(WHAT THIS TASK INVOLVES) All lines below containing "align" are to be listed.

________________________

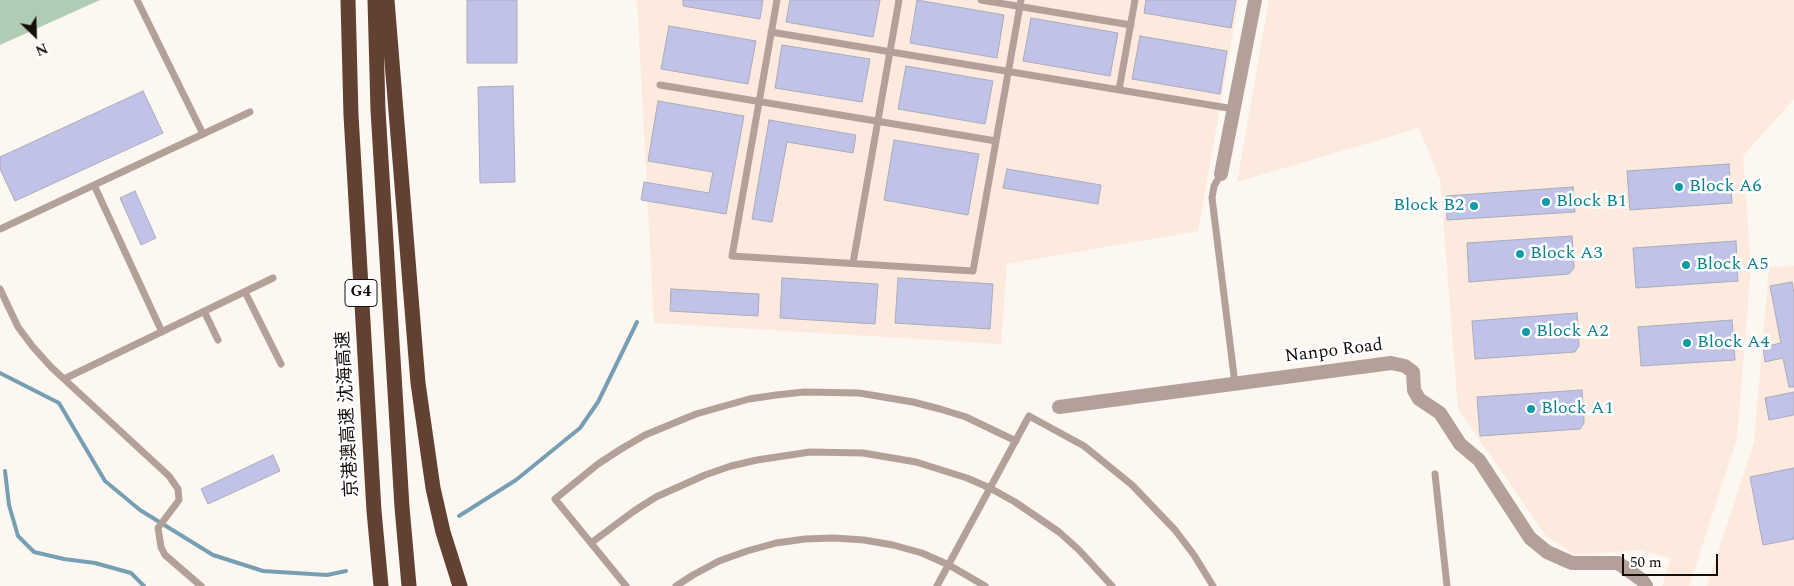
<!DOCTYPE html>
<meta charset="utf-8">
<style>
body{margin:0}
#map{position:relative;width:1794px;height:586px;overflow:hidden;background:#fdf7f2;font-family:Spectral,serif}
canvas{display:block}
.north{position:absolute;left:10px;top:10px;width:50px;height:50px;-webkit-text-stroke:4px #fff;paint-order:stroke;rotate:156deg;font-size:14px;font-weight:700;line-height:20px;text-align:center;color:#150f0c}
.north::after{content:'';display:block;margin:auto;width:18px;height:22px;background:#150f0c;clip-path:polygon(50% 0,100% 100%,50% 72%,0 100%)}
.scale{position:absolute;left:1622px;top:554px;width:96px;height:22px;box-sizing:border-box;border:2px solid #150f0c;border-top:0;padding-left:6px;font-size:15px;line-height:18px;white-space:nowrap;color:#150f0c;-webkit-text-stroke:4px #fff;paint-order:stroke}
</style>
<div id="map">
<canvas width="1794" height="586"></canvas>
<div class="north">N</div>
<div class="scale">50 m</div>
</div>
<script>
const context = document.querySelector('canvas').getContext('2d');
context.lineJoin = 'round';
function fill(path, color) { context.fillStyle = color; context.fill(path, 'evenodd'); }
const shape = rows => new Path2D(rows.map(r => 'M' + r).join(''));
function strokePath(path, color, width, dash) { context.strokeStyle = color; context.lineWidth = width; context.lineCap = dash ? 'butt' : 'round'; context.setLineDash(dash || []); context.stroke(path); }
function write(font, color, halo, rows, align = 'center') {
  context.font = font + ' Spectral,"Noto Sans SC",serif'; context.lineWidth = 5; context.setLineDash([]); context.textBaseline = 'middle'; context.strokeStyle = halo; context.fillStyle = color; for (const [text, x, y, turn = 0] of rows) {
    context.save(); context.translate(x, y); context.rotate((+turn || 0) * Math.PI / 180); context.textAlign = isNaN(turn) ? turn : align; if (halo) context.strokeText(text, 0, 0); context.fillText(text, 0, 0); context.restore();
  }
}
const built = shape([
 [637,0,1239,0,1198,231,1007,264,1001,344,654,323],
 [1269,0,1794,0,1794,99,1743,156,1751,267,1737,439,1689,586,1662,586,1671,558,1638,550,1575,555,1546,536,1458,409,1440,180,1419,128,1237,182],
 [1794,266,1794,586,1707,586,1754,442,1769,267]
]);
const green = shape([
 [0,0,100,0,0,45]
]);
const stream = shape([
 [0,373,59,403,105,481,140,510,213,555,263,571,327,575,346,571],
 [5,471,9,505,18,536,34,552,64,559,95,563,131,573,144,586],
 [459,516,516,480,580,428,598,402,637,322]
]);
const building = shape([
 [467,0,517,0,517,63,467,63,467,0],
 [683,0,763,0,760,19,683,6,683,0],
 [790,0,880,0,873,37,786,22,790,0],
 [917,0,1004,15,997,58,910,43,917,0],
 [1146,0,1236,0,1231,28,1144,13,1146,0],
 [1031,18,1118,33,1110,76,1023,61,1031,18],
 [669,26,756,41,748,84,661,69,669,26],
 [1140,36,1227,51,1220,94,1132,79,1140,36],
 [782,45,870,59,862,102,775,88,782,45],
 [906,66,993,81,985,124,898,109,906,66],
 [513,86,515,182,480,183,478,87,513,86],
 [143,91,163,133,15,201,0,169,0,157,143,91],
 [658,101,744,116,726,214,641,200,644,182,709,193,713,172,648,161,658,101],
 [769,120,856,135,853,153,787,142,772,222,752,219,769,120],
 [894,140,979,154,968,215,884,200,894,140],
 [1729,164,1732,203,1630,210,1627,171,1729,164],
 [1007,169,1101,185,1098,204,1003,188,1007,169],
 [1573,187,1575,212,1447,220,1446,196,1573,187],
 [135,191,156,238,141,245,120,198,135,191],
 [1572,236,1574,268,1569,274,1469,282,1467,243,1572,236],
 [1736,241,1738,281,1636,288,1633,248,1736,241],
 [782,278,878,284,875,324,780,318,782,278],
 [898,278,993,284,990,329,895,323,898,278],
 [1792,282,1794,293,1794,387,1789,387,1783,358,1765,362,1763,347,1781,343,1770,286,1792,282],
 [671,289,759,294,758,316,670,311,671,289],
 [1577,313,1579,343,1579,346,1575,352,1475,359,1472,321,1577,313],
 [1732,320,1735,360,1641,366,1638,327,1732,320],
 [1582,390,1584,420,1584,423,1580,429,1480,436,1477,397,1582,390],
 [1794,392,1794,415,1769,420,1765,398,1794,392],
 [273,455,280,471,208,504,201,489,273,455],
 [1794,468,1794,539,1763,545,1750,477,1794,468]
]);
const service = shape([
 [137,0,203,134],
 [777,0,732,256,973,271,1021,0],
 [981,0,1131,25],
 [771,32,1234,109],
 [660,85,996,141],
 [1119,90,1135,0],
 [1221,174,1214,186,1212,198,1235,384],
 [94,185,162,332],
 [0,229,250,112],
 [853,263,899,0],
 [0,289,18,327,33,347,51,367,169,476,178,489,179,500,158,528,161,547,165,555,201,586],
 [245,292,281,364],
 [204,311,218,340],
 [64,379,273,278],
 [1435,474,1447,586],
 [591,543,634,511,656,497,705,475,731,466,757,460,810,452,863,453,916,462,967,478,990,488,1015,502,1059,532,1079,550,1112,586],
 [626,586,555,499,598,464,621,449,645,435,696,414,749,399,776,395,804,392,859,393,913,402,940,409,966,417,1016,441],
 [676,586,693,575,719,561,747,551,776,543,805,539,834,538,864,540,893,545,922,553,949,565,985,586],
 [937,586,1029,416,1084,446,1132,485,1175,530,1194,555,1213,586]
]);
const minor = shape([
 [1221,174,1255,0],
 [1059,407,1391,363,1405,366,1413,372,1414,390,1419,399,1440,413,1460,444,1479,460,1530,538,1547,552,1572,563,1618,563,1642,580,1646,586]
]);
const motorway = shape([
 [348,0,351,115,374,511,381,586],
 [375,0,378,110,402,507,409,586],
 [387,0,418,383,433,488,443,532,460,586]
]);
const markers = [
 [1679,187,5,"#0f9aa8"],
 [1546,202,5,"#0f9aa8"],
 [1474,206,5,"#0f9aa8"],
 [1520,254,5,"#0f9aa8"],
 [1686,265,5,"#0f9aa8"],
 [1526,332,5,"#0f9aa8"],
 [1687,343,5,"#0f9aa8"],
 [1531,409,5,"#0f9aa8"]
];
const shields = [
 [361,293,32]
];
const shieldNames = [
 ["G4",361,293]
];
const cultureNames = [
 ["Block A6",1689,187],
 ["Block B1",1556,202],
 ["Block B2",1464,206,"right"],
 ["Block A3",1530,254],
 ["Block A5",1696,265],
 ["Block A2",1536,332],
 ["Block A4",1697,343],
 ["Block A1",1541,409]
];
const streetNames = [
 ["Nanpo Road",1334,352,-7],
 ["京港澳高速 沈海高速",349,414,-93]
];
fill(built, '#fdeade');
fill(green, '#b1ccb5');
strokePath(stream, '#779fb3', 4);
fill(building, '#c0c2e8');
strokePath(building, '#abacbc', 1);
strokePath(service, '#b3a199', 7);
strokePath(minor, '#b3a199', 14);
strokePath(motorway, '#624032', 15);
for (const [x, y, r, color] of markers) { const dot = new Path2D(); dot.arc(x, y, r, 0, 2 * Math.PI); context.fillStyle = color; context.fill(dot); strokePath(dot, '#fff', 2); }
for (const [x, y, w] of shields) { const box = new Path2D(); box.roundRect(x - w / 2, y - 13.5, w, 27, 4); context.fillStyle = '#fff'; context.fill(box); strokePath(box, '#150f0c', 1); }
write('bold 16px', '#150f0c', null, shieldNames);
write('18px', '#0d838f', '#fff', cultureNames, 'left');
write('18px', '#150f0c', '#fff', streetNames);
</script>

________________________

(SOLUTION TO THE PROBLEM)
.north{position:absolute;left:10px;top:10px;width:50px;height:50px;-webkit-text-stroke:4px #fff;paint-order:stroke;rotate:156deg;font-size:14px;font-weight:700;line-height:20px;text-align:center;color:#150f0c}
function write(font, color, halo, rows, align = 'center') {
    context.save(); context.translate(x, y); context.rotate((+turn || 0) * Math.PI / 180); context.textAlign = isNaN(turn) ? turn : align; if (halo) context.strokeText(text, 0, 0); context.fillText(text, 0, 0); context.restore();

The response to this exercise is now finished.